VSUN business development manager Zamien Sumich tells pv magazine the system is currently more than adequate to supply a self-sufficient household, with a cool room to sustain the family in between visits to distant shops, and some farming machinery.
But there are other aspects of vanadium-flow batteries that make them suited to remote or rural life in Australia. For example, says Surich, they can operate in a wide range of temperatures without the need for heating or cooling.
Charging with positives
They’re non-flammable, so cannot start a house fire, or a bushfire. In this regard they’re also a step up from poles-and-wires grid connection — even accumulated dust when mixed with rain water on electricity wires can cause pole-top fires that may spark bigger conflagrations or cause loss of power.
VRFBs also offer virtually unlimited cycling, which makes them ideal for mining applications where constant electricity supply is crucial and variable renewable generation may require frequent fast battery response; and for VPPs where the operator wants to participate in FCAS or arbitrage markets, and may want to cycle its fleet of residential batteries a couple of times a day — such use would radically shorten the life of currently more popular battery technologies.
In addition, says Sumich, “The internal electrolyte solution in VRFB batteries doesn’t degrade,” so they can can continue to provide storage long after the common warranty period of 20 years. Of course, he adds, that because the battery is a machine, some moving parts such as pumps that move the electrolytes through a core of positive and negative electrodes may need to be replaced, but remote monitoring and annual maintenance checks can ensure continuous operation. A VRFB shifts vanadium ions between different oxidation states to store and release chemical energy.
Although VRFBs easily keep their cool, there’s a bit of heat in the Australian vanadium field. Australian mining technology company TNG Limited, which owns the world’s most advanced vanadium project, Mount Peake Vanadium-Titanium-Iron Project , 230 kilometres north of Alice Springs in the Northern Territory, this month also established a new Vanadium Redox Flow Battery (VRFB) business unit as the company looks to rapidly expand its green-energy sector.
The ASX-listed parent company of VSUN, Australian Vanadium Limited (ASX:AVL) is looking to develop a primary vanadium mine in Western Australia, an endeavour granted “major project status’ by the Federal Government in 2019. “They’re about 18 months to two years away from that,” says Sumich, “but they created VSUN Energy to grow a secondary market in battery technology for vanadium, which is primarily used in steel hardening”.
Creating a value-adding industry on home ground
Vanadium Australia wants to be vertically integrated into the local market, says Sumich. “At the moment, you mine the stuff and there is a little bit of processing on shore in Australia but most of it is shipped offshore to Southeast Asia to value add for the US market.”
But with 30% to 60% of the CapEx value of VFRB batteries concentrated in the electrolyte, “by digging it up locally, processing it locally and manufacturing the electrolyte locally, you value add to the Australian economy which is a big thing at the moment, for job creation”, he says.
VSUN is agnostic as to the VRFB battery supplier.

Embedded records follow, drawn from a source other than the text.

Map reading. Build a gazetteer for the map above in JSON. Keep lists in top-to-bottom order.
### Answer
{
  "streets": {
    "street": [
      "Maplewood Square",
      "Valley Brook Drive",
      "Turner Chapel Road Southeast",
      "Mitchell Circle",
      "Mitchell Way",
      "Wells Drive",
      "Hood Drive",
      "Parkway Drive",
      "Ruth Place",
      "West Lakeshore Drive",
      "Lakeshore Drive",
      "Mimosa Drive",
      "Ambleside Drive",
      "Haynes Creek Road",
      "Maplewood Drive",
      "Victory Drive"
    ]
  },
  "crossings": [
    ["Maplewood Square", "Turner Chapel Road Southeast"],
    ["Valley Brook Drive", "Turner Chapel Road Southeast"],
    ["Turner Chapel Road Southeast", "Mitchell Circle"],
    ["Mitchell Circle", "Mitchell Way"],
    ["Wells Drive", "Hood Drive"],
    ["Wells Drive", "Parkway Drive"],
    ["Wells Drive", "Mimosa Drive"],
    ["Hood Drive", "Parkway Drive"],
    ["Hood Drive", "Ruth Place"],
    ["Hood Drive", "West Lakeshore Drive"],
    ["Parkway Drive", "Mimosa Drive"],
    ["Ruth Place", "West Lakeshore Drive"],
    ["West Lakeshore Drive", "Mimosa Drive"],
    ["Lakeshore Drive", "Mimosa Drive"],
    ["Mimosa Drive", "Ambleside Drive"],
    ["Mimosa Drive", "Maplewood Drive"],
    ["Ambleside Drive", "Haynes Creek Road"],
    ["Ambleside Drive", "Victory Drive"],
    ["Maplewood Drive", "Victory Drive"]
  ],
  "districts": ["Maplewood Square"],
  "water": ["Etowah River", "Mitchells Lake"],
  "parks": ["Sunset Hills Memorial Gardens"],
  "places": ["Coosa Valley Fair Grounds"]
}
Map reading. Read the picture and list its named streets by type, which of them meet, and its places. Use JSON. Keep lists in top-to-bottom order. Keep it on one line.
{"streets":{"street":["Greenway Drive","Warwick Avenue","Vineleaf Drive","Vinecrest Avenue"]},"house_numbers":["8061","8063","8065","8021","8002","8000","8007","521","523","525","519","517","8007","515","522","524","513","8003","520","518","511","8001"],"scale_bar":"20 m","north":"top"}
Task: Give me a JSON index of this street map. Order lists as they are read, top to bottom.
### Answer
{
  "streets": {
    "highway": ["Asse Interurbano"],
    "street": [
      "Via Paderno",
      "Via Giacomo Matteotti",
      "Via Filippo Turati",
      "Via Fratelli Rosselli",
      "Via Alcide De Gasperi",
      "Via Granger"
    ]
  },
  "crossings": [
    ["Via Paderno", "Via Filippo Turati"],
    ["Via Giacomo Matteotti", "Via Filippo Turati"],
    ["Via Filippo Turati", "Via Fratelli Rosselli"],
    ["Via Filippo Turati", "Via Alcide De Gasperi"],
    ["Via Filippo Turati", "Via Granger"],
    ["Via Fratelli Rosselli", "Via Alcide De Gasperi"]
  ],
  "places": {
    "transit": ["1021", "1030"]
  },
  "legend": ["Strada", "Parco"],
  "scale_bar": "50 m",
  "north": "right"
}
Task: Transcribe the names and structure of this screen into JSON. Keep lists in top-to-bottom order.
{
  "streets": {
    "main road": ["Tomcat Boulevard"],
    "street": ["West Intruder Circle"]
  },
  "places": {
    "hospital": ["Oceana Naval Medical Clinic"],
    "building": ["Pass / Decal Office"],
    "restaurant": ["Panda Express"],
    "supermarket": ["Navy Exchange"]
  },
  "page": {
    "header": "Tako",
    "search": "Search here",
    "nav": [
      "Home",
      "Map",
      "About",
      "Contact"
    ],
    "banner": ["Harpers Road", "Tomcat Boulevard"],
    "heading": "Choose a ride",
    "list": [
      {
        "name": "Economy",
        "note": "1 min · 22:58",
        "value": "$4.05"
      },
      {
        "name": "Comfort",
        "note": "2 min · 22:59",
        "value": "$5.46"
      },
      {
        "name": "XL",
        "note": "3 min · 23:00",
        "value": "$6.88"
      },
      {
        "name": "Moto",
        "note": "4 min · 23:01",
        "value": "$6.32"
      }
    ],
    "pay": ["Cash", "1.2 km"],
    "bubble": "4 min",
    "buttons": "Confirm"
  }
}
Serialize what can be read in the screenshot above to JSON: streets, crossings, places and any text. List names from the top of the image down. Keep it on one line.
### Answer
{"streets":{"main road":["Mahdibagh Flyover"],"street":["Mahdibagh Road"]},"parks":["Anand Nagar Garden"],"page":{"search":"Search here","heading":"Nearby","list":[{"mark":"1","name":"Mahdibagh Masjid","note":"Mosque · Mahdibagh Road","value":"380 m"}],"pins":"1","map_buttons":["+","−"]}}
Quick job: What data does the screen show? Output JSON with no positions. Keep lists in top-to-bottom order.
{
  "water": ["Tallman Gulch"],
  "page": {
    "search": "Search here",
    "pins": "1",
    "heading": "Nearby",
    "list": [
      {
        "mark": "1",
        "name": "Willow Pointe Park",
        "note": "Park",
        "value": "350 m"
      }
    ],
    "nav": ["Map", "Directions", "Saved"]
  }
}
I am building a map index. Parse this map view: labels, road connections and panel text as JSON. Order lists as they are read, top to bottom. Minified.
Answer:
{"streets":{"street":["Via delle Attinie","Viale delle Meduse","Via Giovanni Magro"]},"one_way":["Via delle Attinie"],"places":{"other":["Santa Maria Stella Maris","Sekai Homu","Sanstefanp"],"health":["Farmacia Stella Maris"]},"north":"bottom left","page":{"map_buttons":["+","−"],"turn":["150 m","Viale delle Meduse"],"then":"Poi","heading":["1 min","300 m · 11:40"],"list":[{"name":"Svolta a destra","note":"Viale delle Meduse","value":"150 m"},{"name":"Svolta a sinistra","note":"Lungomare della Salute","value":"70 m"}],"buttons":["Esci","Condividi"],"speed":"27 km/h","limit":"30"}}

On larger storage projects it has worked with EPCs and solar providers simply to promote their understanding of VRFB capabilities. “Our primary focus,” says this business development manager, “has been to create a demand for the electrolyte that goes into these batteries.”
VSUN now operates as an integrator, selecting vanadium batteries from different manufacturers to suit smaller and larger applications.
The Hyden battery is supplied by V-Flow Tech, a Singapore-based manufacturer, and VSUN Energy will now sell V-Flow products from 5 kW/30 kWh size with a lifespan of 25 years into the off-grid and residential settings.
One potential drawback to residential deployment of vanadium battery technology is system size. The system deployed at Hyden measures 1.5 x 1.7 metres x 2 metres in height, and weighs approximately three tonnes, which has little impact in a rural setting, but may pose a greater challenge in suburban environments. That said, VSUN maintains it must be considered as a long-life piece of infrastructure that displaces other infrastructure, such as poles and wires.
Sumich estimates there are currently seven or eight vanadium-flow batteries deployed in Australia, including one in an offgrid application on Queensland’s Heron Island. In Japan, a 60 MWh battery has proven to be worth its vanadium salts, operating for five years without degradation. And the world’s largest VRFB, at 800 MWh, is due to be completed this year in China.
The technology is scalable, with the Hyden farm application currently supplied in single-phase design, but the battery, like the solar system, can be expanded and/or redesigned for 3-phase supply as the demands of the property grow.
The V-Flow battery provides for the small to medium-sized off-grid application, and VSUN is working with a VRFB manufacturer based in China to provide another residential-ready system. It has projects in the works with Horizon Power, providing off-grid energy to remote communities. And it’s working with mining companies to appraise them of the high-cycling tolerance of the VRFB technology.
“As a whole,” says Sumich, “we want to build that understanding in market that this technology has its place, and there are applications where it’s better suited than other technologies.”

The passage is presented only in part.